_TASK TO CARRY OUT_
When a line in the data below includes "column", pick it out and copy it.

[Stored data entries]
━━━━

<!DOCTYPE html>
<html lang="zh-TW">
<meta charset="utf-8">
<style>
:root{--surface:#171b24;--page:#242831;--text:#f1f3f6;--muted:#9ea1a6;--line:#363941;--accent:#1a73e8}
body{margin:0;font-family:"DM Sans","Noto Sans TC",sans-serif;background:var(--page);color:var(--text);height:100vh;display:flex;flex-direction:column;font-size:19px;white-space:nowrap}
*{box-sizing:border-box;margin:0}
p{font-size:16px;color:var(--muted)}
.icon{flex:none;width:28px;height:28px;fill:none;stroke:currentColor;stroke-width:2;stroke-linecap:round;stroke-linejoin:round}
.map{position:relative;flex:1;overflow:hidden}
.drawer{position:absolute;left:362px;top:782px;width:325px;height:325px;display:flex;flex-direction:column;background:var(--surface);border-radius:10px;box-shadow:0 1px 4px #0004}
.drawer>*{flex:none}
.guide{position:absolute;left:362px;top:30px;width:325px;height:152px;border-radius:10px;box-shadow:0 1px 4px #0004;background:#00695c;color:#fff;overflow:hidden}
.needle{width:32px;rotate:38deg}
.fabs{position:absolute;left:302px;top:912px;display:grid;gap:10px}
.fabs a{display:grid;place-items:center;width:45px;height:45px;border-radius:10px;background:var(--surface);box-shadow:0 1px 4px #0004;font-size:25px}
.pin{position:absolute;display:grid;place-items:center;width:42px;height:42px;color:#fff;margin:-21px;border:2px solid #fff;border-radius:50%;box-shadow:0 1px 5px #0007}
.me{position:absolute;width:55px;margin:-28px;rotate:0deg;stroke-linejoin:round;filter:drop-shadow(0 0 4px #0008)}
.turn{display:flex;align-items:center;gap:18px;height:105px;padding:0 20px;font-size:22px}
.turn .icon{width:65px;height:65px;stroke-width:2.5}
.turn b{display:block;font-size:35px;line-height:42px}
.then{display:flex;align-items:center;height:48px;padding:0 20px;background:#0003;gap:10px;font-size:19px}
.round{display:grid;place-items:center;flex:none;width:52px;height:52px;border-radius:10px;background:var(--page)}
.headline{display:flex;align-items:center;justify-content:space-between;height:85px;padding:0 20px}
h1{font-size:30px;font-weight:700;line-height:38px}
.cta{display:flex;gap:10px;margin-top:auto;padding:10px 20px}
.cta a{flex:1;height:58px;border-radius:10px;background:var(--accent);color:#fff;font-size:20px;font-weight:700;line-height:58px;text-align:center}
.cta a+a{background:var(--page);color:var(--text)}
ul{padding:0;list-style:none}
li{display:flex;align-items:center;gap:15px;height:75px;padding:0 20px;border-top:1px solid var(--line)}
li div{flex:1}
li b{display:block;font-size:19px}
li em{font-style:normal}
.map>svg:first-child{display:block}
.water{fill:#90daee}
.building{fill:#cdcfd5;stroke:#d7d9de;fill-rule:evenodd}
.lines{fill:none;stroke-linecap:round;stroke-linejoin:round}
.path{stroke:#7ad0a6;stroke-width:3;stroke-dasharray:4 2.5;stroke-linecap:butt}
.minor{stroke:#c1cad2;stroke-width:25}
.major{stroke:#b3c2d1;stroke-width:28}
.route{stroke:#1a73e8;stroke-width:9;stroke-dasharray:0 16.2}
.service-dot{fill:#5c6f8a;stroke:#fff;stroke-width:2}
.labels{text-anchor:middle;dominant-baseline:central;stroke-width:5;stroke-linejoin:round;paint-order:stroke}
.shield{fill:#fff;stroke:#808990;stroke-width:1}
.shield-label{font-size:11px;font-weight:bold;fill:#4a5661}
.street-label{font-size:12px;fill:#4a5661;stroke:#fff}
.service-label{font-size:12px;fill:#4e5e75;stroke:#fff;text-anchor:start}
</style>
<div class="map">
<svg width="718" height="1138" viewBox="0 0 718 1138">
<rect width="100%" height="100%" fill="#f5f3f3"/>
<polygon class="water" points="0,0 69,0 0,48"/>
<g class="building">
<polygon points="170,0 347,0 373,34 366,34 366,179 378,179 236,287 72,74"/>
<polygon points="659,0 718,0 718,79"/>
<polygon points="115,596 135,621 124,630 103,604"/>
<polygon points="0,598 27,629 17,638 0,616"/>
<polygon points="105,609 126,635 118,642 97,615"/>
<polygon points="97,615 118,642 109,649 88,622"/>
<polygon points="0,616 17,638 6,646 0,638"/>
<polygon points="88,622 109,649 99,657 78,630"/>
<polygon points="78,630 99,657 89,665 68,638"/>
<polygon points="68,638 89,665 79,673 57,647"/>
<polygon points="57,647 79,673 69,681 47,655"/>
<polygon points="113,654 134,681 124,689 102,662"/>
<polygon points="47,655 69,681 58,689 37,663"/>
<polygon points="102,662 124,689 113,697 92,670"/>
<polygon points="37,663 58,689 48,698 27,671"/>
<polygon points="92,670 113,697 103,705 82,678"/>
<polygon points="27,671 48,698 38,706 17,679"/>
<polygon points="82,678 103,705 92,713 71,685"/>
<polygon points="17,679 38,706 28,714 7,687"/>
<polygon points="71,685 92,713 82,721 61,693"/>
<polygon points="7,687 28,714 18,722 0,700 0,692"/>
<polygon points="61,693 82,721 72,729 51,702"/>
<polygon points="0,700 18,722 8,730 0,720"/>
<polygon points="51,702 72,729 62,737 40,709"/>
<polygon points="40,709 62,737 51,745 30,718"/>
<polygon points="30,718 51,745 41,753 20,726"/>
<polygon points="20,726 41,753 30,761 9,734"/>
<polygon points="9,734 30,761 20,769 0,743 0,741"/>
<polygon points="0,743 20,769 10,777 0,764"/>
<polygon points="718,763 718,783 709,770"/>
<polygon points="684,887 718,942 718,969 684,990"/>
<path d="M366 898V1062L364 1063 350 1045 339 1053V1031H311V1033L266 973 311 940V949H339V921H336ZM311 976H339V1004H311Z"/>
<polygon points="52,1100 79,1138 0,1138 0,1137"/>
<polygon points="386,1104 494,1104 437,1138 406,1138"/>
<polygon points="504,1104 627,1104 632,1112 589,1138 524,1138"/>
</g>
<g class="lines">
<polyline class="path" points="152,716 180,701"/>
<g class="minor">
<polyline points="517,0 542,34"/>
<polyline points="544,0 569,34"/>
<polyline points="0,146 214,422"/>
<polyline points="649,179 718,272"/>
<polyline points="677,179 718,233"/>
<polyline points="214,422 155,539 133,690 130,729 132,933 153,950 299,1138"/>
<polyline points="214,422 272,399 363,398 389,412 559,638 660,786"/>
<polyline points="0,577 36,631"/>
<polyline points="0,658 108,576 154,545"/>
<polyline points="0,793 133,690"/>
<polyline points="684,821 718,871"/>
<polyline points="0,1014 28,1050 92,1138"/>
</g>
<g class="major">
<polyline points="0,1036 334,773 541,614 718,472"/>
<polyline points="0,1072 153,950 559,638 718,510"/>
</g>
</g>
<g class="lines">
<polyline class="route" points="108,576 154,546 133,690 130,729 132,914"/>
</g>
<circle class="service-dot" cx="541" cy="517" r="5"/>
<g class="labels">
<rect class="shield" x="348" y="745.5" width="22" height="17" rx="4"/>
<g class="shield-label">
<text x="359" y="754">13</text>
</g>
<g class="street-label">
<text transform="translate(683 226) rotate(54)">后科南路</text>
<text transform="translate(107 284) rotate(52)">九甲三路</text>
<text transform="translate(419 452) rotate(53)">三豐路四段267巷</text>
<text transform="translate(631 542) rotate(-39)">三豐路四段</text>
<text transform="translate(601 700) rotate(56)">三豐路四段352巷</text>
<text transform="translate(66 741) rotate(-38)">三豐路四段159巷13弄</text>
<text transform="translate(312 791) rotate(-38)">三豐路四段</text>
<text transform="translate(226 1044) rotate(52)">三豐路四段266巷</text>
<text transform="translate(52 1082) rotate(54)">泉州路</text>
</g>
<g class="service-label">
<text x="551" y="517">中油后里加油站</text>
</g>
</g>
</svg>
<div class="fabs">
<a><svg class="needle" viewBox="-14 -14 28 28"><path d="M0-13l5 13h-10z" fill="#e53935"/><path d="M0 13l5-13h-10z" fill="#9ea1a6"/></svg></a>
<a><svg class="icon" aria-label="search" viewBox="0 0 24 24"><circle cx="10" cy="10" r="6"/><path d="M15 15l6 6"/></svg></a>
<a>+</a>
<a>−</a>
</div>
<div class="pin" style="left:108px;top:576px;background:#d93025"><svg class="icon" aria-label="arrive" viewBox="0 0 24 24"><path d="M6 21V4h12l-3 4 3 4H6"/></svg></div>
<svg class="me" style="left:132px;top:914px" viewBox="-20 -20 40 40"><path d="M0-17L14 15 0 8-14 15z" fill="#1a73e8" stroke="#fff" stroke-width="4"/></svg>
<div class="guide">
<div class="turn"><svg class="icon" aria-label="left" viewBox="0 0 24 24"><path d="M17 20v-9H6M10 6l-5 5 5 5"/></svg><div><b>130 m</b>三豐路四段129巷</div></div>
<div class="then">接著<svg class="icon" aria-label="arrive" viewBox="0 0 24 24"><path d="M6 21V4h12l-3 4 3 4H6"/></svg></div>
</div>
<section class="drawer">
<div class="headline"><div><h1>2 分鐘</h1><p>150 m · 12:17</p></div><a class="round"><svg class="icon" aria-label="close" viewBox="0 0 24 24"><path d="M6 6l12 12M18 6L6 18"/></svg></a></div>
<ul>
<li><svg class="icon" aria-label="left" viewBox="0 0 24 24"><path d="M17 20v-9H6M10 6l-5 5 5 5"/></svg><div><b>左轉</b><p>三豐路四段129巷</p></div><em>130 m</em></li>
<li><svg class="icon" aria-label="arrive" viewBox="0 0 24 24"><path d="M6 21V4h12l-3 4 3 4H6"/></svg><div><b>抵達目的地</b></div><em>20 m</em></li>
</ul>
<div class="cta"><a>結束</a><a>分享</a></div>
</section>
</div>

━━━━

_TASK OUTPUT_
body{margin:0;font-family:"DM Sans","Noto Sans TC",sans-serif;background:var(--page);color:var(--text);height:100vh;display:flex;flex-direction:column;font-size:19px;white-space:nowrap}
.drawer{position:absolute;left:362px;top:782px;width:325px;height:325px;display:flex;flex-direction:column;background:var(--surface);border-radius:10px;box-shadow:0 1px 4px #0004}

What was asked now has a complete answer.